Work task ▸ Determine how many lines of the entries include the word "service", and report that number with no further text.
Extracted material Block Start
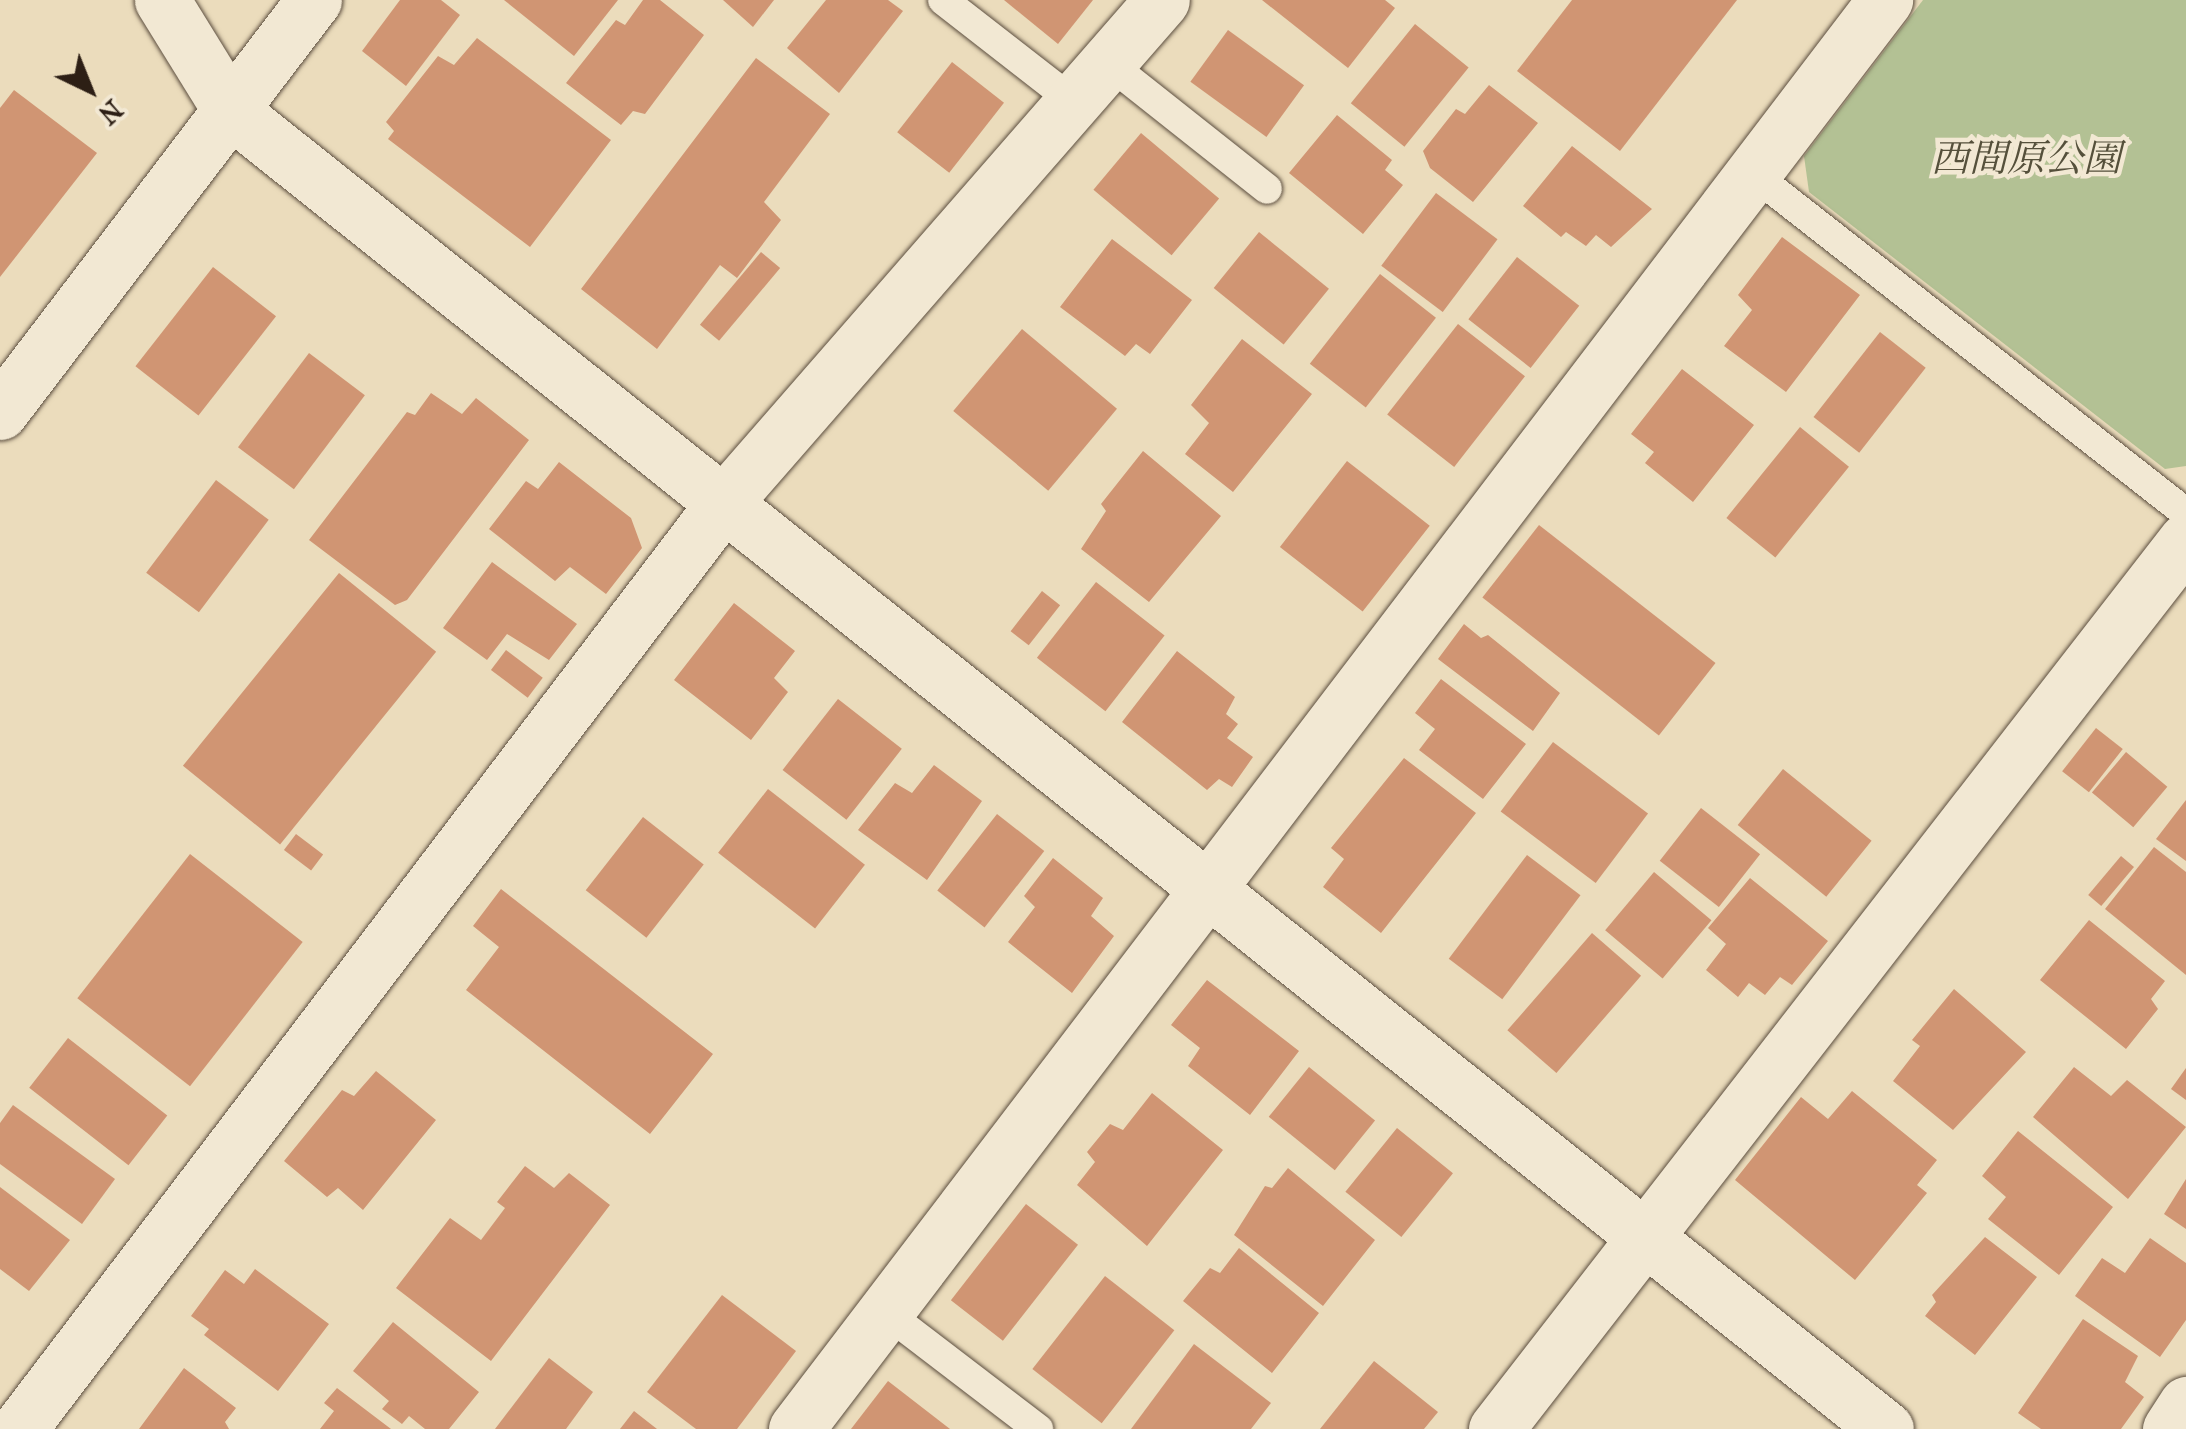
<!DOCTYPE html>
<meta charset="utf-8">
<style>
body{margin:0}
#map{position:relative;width:2186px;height:1429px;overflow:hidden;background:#ebdcbc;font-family:"IM FELL French Canon","Noto Serif JP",serif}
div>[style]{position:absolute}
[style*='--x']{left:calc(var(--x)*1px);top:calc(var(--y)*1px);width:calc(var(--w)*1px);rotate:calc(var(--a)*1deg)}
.green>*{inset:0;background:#b3c194}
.building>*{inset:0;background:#d09573;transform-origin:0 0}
.roads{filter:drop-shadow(0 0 2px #5c4e3f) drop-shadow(0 0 2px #5c4e3f)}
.service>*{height:30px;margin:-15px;padding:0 15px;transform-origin:15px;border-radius:15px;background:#f2e8d3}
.minor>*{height:55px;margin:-27.5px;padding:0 27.5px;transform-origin:27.5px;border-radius:27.5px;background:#f2e8d3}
.tertiary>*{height:55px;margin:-27.5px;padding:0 27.5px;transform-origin:27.5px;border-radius:27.5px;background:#f2e8d3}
span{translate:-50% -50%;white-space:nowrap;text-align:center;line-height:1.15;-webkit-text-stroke:9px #f2e8d3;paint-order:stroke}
.park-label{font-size:38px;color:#55503b;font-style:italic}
.north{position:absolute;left:40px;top:40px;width:100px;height:100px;-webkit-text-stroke:8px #f2e8d3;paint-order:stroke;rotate:137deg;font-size:28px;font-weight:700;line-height:40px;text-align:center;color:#2d1f15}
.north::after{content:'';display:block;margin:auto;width:35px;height:45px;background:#2d1f15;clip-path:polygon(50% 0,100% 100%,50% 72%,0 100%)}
</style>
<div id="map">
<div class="green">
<div style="clip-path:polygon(1923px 0,2186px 0,2186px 466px,2165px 469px,1809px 192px,1804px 156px)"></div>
</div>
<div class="building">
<div style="clip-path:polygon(400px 0,441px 0,460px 15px,406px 86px,362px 51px)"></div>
<div style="clip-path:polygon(504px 0,618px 0,574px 56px)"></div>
<div style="clip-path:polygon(643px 0,660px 0,704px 35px,645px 114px,633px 111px,621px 125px,566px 83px,616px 20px,625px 25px)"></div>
<div style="clip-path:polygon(723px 0,774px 0,753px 27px)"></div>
<div style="clip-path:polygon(826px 0,888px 0,903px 11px,839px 93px,787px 48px)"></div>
<div style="clip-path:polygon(1004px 0,1093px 0,1058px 44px)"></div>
<div style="clip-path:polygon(1262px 0,1385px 0,1395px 8px,1348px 68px)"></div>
<div style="clip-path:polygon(1572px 0,1737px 0,1620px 151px,1517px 71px)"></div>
<div style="left:1415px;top:24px;width:69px;height:102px;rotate:39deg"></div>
<div style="left:1228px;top:30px;width:94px;height:64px;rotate:36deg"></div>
<div style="clip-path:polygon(477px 38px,611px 140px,530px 247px,388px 139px,394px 131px,386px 122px,438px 56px,454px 65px)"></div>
<div style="clip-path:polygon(756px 58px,830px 114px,764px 202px,781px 220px,737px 278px,720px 265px,657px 349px,581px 289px)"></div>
<div style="left:952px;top:62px;width:66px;height:89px;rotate:38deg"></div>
<div style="clip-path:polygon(1489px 85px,1538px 123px,1473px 202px,1430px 168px,1423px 151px,1456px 109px,1465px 114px)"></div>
<div style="clip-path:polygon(14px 90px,97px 153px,0 277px,0 108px)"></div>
<div style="clip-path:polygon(1337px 115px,1392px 160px,1385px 170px,1403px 185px,1363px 234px,1289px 173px)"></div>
<div style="left:1141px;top:133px;width:102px;height:74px;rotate:40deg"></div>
<div style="clip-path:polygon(1572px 146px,1652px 209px,1611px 247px,1596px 235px,1586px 246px,1566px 232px,1561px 237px,1523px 206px)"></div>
<div style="left:1436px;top:193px;width:77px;height:91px;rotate:37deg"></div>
<div style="left:1259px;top:232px;width:90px;height:72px;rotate:39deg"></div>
<div style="clip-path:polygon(1782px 237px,1860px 295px,1786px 392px,1724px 346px,1752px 310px,1738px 295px)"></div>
<div style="clip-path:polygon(1112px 239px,1192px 300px,1150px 354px,1136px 344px,1125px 356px,1060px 307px)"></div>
<div style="left:761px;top:252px;width:25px;height:95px;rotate:40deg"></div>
<div style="left:1517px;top:257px;width:79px;height:79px;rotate:38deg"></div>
<div style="left:213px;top:267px;width:80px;height:126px;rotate:38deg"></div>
<div style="left:1380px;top:274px;width:71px;height:114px;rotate:38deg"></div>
<div style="left:1458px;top:324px;width:85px;height:115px;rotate:38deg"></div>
<div style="left:1022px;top:329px;width:124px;height:107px;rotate:40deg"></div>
<div style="left:1880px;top:332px;width:58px;height:108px;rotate:38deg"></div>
<div style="clip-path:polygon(1242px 339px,1312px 394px,1233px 492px,1185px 454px,1209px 423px,1191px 405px)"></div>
<div style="left:309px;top:353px;width:70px;height:118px;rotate:37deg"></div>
<div style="clip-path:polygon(1682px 369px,1754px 425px,1693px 502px,1645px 463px,1654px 452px,1631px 434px)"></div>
<div style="clip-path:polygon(431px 393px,462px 414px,476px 398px,529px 440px,407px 600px,395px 605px,309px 540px,407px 412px,415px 415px)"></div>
<div style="left:1800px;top:427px;width:63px;height:117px;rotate:39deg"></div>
<div style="clip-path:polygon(1143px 451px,1221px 516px,1149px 602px,1081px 549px,1106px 511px,1101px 504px)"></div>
<div style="left:1347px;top:461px;width:105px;height:109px;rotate:38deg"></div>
<div style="clip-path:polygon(559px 462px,631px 518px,642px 548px,606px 594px,570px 567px,555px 581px,489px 529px,526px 481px,538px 489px)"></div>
<div style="left:216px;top:480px;width:66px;height:116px;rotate:37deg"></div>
<div style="left:1539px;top:525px;width:224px;height:92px;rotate:38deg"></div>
<div style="clip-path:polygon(492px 562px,577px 624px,549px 660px,507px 634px,487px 660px,443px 628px)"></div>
<div style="left:339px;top:573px;width:125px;height:248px;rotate:39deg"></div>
<div style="left:1096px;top:582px;width:87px;height:96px;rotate:38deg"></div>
<div style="left:1042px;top:591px;width:23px;height:51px;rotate:38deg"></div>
<div style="clip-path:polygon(734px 603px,795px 651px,774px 678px,788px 692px,751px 740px,674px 680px)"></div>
<div style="clip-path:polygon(1464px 624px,1481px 638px,1488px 635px,1560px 693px,1533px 731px,1438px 659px)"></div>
<div style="left:506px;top:650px;width:46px;height:25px;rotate:37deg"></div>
<div style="clip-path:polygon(1177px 651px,1235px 697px,1226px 714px,1238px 724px,1227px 738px,1253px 757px,1232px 787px,1219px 779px,1207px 790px,1122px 722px)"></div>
<div style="clip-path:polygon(1441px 679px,1526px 744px,1483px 799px,1419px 750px,1435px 729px,1415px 713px)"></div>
<div style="left:838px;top:699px;width:81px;height:90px;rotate:38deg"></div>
<div style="left:2096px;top:728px;width:34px;height:55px;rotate:38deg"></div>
<div style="left:1553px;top:742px;width:119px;height:87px;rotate:37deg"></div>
<div style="left:2126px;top:752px;width:54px;height:53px;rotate:40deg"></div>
<div style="clip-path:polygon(1404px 758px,1476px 813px,1381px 933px,1323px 887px,1344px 859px,1331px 848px)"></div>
<div style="clip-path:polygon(934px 765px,982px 801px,927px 880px,858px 830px,895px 783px,912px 793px)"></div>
<div style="left:1783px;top:769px;width:114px;height:72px;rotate:39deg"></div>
<div style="left:768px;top:789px;width:123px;height:81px;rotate:38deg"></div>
<div style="clip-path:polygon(2186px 800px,2186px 861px,2156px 839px)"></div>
<div style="left:1701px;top:808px;width:75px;height:67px;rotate:38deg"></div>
<div style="left:997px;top:814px;width:60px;height:97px;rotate:38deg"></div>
<div style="left:643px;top:817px;width:77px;height:93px;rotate:38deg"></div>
<div style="left:296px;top:834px;width:34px;height:20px;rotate:37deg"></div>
<div style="clip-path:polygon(2154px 847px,2186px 872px,2186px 975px,2105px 909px)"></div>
<div style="left:190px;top:854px;width:143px;height:183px;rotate:38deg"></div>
<div style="left:1527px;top:855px;width:67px;height:130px;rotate:37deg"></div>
<div style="left:2121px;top:856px;width:17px;height:51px;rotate:40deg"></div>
<div style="clip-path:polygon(1053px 858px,1103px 898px,1091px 916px,1114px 936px,1072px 993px,1008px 942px,1035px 907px,1024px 896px)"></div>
<div style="left:1654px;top:872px;width:75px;height:76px;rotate:40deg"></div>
<div style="clip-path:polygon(1750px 878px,1828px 941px,1792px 985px,1780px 977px,1765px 995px,1749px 983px,1738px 997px,1706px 970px,1726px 944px,1708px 928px)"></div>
<div style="clip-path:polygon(501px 889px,713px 1054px,650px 1134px,466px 990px,499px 947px,473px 926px)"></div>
<div style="clip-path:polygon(2089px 920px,2165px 981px,2151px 999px,2158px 1009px,2126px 1049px,2040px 980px)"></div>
<div style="left:1592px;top:933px;width:65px;height:129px;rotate:41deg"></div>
<div style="clip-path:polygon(1207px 980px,1299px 1051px,1250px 1115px,1188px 1066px,1200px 1048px,1171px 1025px)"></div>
<div style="clip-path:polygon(1954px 989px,2026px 1052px,1953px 1130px,1893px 1081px,1920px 1046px,1912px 1040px)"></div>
<div style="left:68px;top:1038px;width:126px;height:63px;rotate:38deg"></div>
<div style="left:1309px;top:1067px;width:85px;height:64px;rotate:39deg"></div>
<div style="clip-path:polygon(2074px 1067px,2111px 1096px,2127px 1080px,2186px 1127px,2128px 1199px,2033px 1117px)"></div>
<div style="clip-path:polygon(2186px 1068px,2186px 1100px,2171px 1089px)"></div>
<div style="clip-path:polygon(376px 1071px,436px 1120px,363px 1210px,338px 1188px,327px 1197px,284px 1161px,342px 1090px,354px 1096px)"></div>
<div style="clip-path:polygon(1852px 1091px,1937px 1160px,1917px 1185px,1927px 1193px,1855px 1280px,1735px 1180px,1801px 1097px,1828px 1119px)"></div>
<div style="clip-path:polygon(1152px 1093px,1223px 1150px,1147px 1246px,1077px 1185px,1095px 1162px,1087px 1152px,1110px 1124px,1123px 1130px)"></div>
<div style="clip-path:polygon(13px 1105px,115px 1179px,82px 1224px,0 1164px,0 1123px)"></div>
<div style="left:1397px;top:1128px;width:72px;height:82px;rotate:39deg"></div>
<div style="clip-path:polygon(2018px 1131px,2113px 1207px,2059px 1275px,1988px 1219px,2006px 1197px,1982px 1176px)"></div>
<div style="clip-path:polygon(525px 1166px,554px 1188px,569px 1173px,610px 1205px,491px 1361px,396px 1288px,450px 1218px,481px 1240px,505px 1208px,497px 1202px)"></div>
<div style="clip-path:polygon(1288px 1168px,1375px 1240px,1323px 1306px,1234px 1235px,1265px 1186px,1272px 1188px)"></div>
<div style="clip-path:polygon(2186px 1179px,2186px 1229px,2164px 1214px)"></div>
<div style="clip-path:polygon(0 1187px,70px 1240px,29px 1291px,0 1269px)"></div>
<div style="left:1026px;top:1204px;width:66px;height:122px;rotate:38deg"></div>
<div style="clip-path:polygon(1985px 1237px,2037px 1277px,1975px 1355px,1925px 1316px,1936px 1302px,1932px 1295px)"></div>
<div style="clip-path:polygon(2150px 1238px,2186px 1263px,2186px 1320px,2160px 1357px,2075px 1296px,2102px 1258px,2125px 1273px)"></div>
<div style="clip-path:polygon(1239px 1248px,1319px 1313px,1272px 1373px,1183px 1301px,1210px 1268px,1220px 1273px)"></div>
<div style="clip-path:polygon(255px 1269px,329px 1324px,278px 1391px,204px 1335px,209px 1329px,191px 1316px,225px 1270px,244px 1284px)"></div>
<div style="left:1105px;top:1276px;width:88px;height:118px;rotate:38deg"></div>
<div style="clip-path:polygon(722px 1295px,796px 1351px,737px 1429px,696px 1429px,647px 1392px)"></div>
<div style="clip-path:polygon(2083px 1319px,2138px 1356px,2125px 1382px,2144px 1397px,2121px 1429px,2041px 1429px,2018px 1413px)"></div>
<div style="clip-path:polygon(393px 1322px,479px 1392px,449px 1429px,425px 1429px,409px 1416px,402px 1424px,382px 1409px,389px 1401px,353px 1371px)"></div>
<div style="clip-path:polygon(1194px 1344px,1271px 1403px,1251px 1429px,1131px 1429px)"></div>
<div style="clip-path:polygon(549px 1358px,593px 1392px,566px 1429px,495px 1429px)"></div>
<div style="clip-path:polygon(1374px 1361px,1438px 1412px,1424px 1429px,1320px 1429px)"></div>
<div style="clip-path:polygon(184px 1368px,236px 1408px,225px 1422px,229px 1429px,139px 1429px)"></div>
<div style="clip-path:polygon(888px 1381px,950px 1429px,851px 1429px)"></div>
<div style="clip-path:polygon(337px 1388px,391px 1429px,320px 1429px,334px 1411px,324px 1403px)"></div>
<div style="clip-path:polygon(634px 1411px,657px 1429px,620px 1429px)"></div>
</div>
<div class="roads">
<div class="service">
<div style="--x:943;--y:0;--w:166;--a:37.9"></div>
<div style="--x:1107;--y:62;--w:204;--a:38.4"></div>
<div style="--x:1753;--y:174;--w:550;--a:38.06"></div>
<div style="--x:885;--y:1312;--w:193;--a:37.4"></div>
</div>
<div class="minor">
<div style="--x:19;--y:1429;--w:1167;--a:-52.73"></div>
<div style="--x:726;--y:500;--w:663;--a:-48.91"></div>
<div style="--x:796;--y:1429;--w:1797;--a:-52.69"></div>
<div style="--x:1496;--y:1429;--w:1125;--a:-52.18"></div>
<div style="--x:2170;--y:1429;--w:30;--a:-57"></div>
</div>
<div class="tertiary">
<div style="--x:162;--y:0;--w:129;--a:58.3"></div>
<div style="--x:230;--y:110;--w:2117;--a:38.54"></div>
<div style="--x:0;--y:412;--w:518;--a:-52.69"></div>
</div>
</div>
<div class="park-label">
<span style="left:2026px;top:159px">西間原公園</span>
</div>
<div class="north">N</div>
</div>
Extracted material Block End
Worked solution ▸ 2